▸ **WHAT NEEDS TO BE DONE**
Within the records that follow, find every line containing the string "halo". Copy those lines.

(Stored data entries)
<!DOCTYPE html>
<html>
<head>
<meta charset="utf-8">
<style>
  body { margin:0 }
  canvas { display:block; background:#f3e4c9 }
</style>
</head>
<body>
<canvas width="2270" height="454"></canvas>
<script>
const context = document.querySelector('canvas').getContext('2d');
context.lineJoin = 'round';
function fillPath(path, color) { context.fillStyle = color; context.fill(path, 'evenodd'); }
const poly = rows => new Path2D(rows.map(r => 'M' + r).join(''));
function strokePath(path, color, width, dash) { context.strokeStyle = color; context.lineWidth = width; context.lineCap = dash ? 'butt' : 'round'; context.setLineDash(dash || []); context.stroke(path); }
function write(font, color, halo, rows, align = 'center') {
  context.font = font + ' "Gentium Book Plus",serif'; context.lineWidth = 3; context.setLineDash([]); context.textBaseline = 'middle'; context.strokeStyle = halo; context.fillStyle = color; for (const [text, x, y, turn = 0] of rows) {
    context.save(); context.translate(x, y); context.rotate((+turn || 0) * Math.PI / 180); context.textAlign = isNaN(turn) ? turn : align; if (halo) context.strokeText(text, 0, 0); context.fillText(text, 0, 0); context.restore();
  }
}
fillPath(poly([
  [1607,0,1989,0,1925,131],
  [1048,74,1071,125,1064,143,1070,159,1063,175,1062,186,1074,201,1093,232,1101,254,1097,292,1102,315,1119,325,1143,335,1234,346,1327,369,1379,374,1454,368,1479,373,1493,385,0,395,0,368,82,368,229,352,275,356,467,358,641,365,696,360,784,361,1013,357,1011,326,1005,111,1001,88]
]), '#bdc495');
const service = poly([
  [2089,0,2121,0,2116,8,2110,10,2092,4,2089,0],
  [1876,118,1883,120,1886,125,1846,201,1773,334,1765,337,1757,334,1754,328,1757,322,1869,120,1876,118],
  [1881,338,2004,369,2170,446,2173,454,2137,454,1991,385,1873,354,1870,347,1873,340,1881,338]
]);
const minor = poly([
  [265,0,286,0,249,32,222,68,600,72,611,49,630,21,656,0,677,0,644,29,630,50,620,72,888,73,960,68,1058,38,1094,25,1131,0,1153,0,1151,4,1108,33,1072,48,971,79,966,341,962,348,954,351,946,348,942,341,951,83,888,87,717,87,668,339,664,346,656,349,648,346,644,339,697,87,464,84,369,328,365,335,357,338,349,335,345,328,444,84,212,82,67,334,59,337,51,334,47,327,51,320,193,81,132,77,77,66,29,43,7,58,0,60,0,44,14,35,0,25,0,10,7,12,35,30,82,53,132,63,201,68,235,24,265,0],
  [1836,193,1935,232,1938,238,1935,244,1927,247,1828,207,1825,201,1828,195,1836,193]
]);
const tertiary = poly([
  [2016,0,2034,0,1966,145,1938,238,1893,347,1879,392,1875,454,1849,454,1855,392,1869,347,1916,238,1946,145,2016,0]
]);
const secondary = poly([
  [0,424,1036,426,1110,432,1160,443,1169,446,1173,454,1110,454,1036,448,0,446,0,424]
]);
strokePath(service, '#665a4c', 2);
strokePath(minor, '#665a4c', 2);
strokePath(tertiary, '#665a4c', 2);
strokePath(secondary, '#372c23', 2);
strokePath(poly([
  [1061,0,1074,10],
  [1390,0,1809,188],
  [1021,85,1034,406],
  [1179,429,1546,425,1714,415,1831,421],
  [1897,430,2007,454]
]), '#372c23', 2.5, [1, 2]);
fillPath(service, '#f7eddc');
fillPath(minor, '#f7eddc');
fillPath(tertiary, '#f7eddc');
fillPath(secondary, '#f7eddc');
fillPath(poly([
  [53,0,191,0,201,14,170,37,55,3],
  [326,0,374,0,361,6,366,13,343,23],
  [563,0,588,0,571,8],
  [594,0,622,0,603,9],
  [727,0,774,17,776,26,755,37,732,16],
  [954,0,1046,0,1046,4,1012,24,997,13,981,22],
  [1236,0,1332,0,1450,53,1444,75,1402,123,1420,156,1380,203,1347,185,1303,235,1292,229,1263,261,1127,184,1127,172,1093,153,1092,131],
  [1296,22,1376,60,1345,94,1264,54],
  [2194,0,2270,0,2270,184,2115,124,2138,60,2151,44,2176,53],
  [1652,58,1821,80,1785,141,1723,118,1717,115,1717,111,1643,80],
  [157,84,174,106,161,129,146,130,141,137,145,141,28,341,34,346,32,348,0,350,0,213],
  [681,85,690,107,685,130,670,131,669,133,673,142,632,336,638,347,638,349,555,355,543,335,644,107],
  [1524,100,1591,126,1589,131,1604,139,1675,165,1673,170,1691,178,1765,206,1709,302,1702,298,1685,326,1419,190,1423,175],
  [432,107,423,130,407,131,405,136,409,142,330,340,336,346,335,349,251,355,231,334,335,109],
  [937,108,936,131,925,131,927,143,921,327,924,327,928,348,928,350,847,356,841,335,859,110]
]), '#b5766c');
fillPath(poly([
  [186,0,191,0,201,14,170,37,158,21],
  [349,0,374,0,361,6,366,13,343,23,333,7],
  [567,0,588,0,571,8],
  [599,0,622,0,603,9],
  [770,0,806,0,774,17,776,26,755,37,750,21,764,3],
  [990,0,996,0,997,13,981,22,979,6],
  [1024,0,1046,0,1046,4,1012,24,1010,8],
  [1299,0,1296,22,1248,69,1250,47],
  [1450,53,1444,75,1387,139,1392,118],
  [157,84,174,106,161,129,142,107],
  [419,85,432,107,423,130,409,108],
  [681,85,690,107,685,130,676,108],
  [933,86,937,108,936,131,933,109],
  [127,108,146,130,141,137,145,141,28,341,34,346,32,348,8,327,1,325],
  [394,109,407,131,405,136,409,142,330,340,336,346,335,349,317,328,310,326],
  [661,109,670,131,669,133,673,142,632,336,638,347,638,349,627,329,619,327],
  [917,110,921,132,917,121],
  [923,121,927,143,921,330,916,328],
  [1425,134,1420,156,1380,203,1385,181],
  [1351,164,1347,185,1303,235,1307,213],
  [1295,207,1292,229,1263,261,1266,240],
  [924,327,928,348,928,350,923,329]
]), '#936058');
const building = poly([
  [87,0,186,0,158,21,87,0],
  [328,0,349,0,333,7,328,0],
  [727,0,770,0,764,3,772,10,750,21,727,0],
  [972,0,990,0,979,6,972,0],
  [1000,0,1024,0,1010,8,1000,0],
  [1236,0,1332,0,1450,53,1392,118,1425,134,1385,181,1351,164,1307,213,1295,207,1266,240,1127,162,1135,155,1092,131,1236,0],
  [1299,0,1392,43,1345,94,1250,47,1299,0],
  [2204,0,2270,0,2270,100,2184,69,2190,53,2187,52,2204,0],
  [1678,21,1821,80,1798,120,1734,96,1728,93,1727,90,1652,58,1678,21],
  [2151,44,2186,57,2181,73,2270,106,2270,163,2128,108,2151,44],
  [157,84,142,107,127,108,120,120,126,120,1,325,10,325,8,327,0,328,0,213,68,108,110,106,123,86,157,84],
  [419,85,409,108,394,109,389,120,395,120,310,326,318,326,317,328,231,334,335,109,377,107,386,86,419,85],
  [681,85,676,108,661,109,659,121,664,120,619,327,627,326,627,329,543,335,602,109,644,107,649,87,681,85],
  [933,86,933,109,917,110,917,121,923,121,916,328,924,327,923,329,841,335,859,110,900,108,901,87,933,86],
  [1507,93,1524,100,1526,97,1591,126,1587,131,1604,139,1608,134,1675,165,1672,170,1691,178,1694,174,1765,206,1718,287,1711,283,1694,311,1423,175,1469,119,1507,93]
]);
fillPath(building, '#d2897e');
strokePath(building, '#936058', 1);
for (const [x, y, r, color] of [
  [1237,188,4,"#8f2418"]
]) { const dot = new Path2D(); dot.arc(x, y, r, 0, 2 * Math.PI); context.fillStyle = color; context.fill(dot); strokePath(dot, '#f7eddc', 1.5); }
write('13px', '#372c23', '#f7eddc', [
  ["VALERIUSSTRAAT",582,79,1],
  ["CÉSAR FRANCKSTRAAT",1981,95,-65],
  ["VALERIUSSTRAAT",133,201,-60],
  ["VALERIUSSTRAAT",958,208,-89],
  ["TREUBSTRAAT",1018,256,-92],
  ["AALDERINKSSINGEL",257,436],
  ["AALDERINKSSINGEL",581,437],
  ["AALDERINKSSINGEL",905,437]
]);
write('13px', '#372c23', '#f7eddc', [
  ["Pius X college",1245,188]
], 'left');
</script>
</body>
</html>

▸ **TASK RESULT**
function write(font, color, halo, rows, align = 'center') {
  context.font = font + ' "Gentium Book Plus",serif'; context.lineWidth = 3; context.setLineDash([]); context.textBaseline = 'middle'; context.strokeStyle = halo; context.fillStyle = color; for (const [text, x, y, turn = 0] of rows) {
    context.save(); context.translate(x, y); context.rotate((+turn || 0) * Math.PI / 180); context.textAlign = isNaN(turn) ? turn : align; if (halo) context.strokeText(text, 0, 0); context.fillText(text, 0, 0); context.restore();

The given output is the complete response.